NoaNotes_T2med_940x529.jpg
Noa Notes und T2med setzen auf FHIR-native Integration für KI-gestützte Praxisdokumentation
Category : Patientenportal-News
Published by Kerstin Müller on 17.06.2026 05:50

Noa Notes & T2med. Jetzt FHIR-nativ integriert. Noa Notes (Jameda) und T2med: Gemeinsam für mehr Interoperabilität im Praxisalltag.

Jameda und T2med haben gemeinsam eine FHIR-basierte Schnittstelle entwickelt, die Arztpraxen die native Integration von KI-generierter Dokumentation aus Noa Notes in die T2med-Patientenakte ermöglicht. Erste Praxiserfahrungen zeigen eine Zeitersparnis von bis zu elf Minuten pro Patient. Mit der Lösung setzen beide Unternehmen den von der Bundes-regierung angestrebten FHIR-Interoperabilitätsstandard bereits heute in der täglichen Versorgung um.
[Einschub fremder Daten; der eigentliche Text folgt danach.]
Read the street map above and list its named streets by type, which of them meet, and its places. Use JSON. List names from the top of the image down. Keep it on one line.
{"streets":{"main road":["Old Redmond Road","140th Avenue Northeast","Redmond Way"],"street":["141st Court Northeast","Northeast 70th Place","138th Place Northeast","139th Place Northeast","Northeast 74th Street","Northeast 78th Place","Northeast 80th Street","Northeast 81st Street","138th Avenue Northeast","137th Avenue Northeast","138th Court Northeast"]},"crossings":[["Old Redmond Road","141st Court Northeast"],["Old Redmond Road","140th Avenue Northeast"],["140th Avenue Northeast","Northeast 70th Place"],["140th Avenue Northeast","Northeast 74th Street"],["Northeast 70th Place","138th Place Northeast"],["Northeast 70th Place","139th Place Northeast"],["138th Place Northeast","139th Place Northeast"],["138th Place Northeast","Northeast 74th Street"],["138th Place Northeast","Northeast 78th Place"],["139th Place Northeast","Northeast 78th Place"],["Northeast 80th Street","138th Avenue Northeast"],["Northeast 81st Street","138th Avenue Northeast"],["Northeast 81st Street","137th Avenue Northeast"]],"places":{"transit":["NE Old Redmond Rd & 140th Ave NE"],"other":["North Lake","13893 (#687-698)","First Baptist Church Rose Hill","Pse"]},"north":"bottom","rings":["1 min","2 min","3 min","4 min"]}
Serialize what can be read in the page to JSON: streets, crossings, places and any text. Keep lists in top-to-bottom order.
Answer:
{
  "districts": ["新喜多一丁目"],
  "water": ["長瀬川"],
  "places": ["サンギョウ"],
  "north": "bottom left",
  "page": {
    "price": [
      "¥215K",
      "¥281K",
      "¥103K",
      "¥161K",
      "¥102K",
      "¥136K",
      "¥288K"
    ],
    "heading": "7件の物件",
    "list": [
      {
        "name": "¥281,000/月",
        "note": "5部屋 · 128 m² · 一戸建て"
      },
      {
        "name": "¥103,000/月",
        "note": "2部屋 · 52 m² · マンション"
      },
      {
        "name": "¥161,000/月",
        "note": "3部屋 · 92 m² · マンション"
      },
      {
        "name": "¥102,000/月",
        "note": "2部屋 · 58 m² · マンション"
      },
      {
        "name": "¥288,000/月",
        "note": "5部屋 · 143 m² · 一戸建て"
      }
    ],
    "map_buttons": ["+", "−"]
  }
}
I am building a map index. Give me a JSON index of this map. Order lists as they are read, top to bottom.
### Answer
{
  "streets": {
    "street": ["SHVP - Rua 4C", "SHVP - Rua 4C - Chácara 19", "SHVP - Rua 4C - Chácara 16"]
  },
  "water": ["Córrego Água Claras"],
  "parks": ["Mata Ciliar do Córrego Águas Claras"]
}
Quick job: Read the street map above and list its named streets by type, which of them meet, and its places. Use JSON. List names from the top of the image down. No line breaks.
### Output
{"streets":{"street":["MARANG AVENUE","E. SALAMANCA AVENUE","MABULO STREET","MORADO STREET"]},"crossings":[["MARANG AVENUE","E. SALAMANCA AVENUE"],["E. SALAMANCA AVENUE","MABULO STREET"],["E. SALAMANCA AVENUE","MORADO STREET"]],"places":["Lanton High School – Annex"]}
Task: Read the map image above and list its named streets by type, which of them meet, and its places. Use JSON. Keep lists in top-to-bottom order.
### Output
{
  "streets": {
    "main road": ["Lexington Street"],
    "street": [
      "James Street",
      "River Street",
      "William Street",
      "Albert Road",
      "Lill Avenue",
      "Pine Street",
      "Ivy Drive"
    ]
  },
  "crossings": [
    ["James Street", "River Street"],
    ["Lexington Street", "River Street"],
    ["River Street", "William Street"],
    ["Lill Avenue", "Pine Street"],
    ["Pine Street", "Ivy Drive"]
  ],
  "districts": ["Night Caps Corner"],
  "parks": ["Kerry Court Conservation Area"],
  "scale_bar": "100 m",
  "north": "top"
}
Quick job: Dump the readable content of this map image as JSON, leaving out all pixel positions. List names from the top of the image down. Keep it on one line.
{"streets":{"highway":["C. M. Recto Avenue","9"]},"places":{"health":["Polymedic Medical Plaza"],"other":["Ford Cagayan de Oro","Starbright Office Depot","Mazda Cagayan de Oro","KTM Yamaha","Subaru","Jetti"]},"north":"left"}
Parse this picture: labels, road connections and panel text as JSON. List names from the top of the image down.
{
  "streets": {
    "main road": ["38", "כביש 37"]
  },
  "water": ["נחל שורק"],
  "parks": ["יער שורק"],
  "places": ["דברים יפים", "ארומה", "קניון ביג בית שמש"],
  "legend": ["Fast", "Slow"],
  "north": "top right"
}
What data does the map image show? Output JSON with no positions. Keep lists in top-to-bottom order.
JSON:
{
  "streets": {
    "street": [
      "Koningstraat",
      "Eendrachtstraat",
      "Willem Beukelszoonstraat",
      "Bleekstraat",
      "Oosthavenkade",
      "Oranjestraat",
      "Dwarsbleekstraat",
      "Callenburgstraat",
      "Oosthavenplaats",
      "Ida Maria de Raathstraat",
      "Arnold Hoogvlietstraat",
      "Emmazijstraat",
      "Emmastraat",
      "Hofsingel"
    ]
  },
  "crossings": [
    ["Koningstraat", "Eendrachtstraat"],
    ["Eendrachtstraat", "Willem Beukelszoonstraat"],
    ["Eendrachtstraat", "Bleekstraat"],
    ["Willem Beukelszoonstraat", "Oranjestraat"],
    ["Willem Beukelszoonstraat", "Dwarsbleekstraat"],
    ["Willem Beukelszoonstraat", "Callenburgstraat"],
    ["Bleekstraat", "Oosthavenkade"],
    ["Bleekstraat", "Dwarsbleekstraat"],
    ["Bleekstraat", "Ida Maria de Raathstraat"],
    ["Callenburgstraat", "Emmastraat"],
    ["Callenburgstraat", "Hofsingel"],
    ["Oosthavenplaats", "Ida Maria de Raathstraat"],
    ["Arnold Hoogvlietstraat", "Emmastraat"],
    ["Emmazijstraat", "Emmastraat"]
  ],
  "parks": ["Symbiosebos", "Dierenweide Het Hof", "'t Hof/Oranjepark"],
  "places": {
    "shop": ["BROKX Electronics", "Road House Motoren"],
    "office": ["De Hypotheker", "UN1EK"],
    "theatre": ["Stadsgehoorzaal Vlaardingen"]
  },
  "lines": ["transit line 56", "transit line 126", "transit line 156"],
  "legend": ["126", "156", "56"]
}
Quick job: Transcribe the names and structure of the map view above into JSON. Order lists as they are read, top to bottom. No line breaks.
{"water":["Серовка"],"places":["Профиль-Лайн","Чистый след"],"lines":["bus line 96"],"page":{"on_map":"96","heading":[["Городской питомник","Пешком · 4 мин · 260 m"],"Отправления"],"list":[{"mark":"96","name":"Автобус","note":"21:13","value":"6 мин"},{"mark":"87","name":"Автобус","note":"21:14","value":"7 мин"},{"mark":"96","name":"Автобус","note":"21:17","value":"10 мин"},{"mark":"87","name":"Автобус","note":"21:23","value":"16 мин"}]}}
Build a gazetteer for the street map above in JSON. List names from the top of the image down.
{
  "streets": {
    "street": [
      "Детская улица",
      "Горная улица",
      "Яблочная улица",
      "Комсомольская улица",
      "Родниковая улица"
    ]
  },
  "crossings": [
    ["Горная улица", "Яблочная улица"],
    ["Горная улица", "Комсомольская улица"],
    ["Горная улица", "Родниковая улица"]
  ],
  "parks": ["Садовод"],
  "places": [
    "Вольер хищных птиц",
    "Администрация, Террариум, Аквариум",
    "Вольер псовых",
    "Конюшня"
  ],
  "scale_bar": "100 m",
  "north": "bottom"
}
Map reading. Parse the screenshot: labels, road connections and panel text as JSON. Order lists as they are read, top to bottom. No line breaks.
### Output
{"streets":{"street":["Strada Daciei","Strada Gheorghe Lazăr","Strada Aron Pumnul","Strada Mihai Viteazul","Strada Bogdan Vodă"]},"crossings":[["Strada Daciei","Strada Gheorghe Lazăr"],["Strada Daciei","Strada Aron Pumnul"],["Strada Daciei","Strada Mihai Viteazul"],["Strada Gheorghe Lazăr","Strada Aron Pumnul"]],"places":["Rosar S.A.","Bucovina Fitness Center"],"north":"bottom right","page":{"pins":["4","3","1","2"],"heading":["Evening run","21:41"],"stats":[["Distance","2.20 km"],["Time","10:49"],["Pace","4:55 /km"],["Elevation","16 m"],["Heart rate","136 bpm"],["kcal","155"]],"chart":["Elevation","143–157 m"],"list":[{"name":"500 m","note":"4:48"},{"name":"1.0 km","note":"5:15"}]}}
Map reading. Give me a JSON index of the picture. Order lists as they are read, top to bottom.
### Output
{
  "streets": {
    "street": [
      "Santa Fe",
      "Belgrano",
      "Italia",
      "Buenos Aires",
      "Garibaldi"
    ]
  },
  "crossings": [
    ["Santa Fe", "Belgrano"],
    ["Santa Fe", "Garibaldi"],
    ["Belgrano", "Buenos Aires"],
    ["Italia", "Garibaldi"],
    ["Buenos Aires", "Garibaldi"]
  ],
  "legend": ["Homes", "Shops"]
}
Jameda und T2med haben zusammen eine FHIR-basierte Schnittstelle für Noa Notes entwickelt. Diese ermöglicht es, die von Noa Notes generierten Dokumentationen direkt und in strukturierter Form in die Dokumentationslogik der T2med-Patientenakte zu integrieren und dort weiterzuverarbeiten. Für Praxen bedeutet das konkret: weniger Nachbearbeitung nach der Sprechstunde, weniger Medienbrüche und mehr Zeit für die medizinische Versorgung. Erste Kundenerfahrungen zeigen eine Zeitersparnis von vier bis elf Minuten pro Patient. 

„Interoperabilität misst sich an der friktionslosen Integration in Praxisabläufe. Die Integration mit T2med ist ein konkreter Beitrag zu dem, was die Bundesregierung bis 2028 als Standard für mehr als 70 Prozent aller Gesundheitseinrichtungen anstrebt.“ Constanze Stypula, CEO von Jameda

Innovation mit FHIR: Echter Standard für moderne Vernetzung

Mit der neuen Integration bietet T2med erstmals eine eigene FHIR REST API, eine moderne, webbasierte Schnittstelle, die nach dem internationalen Standard „Fast Healthcare Interoperability Resources“ (FHIR) entwickelt wurde. FHIR ermöglicht einen sicheren, strukturierten und systemübergreifenden Austausch medizinischer Daten.Noa Notes bindet sich direkt an diese FHIR-Schnittstelle an. Damit setzen Jameda und T2med den neuen Maßstab für Interoperabilität im Praxisalltag um. Die Integration ist zukunftssicher, flexibel und international anschlussfähig und ebnet so den Weg für eine vernetzte, digitale Gesundheitsversorgung. 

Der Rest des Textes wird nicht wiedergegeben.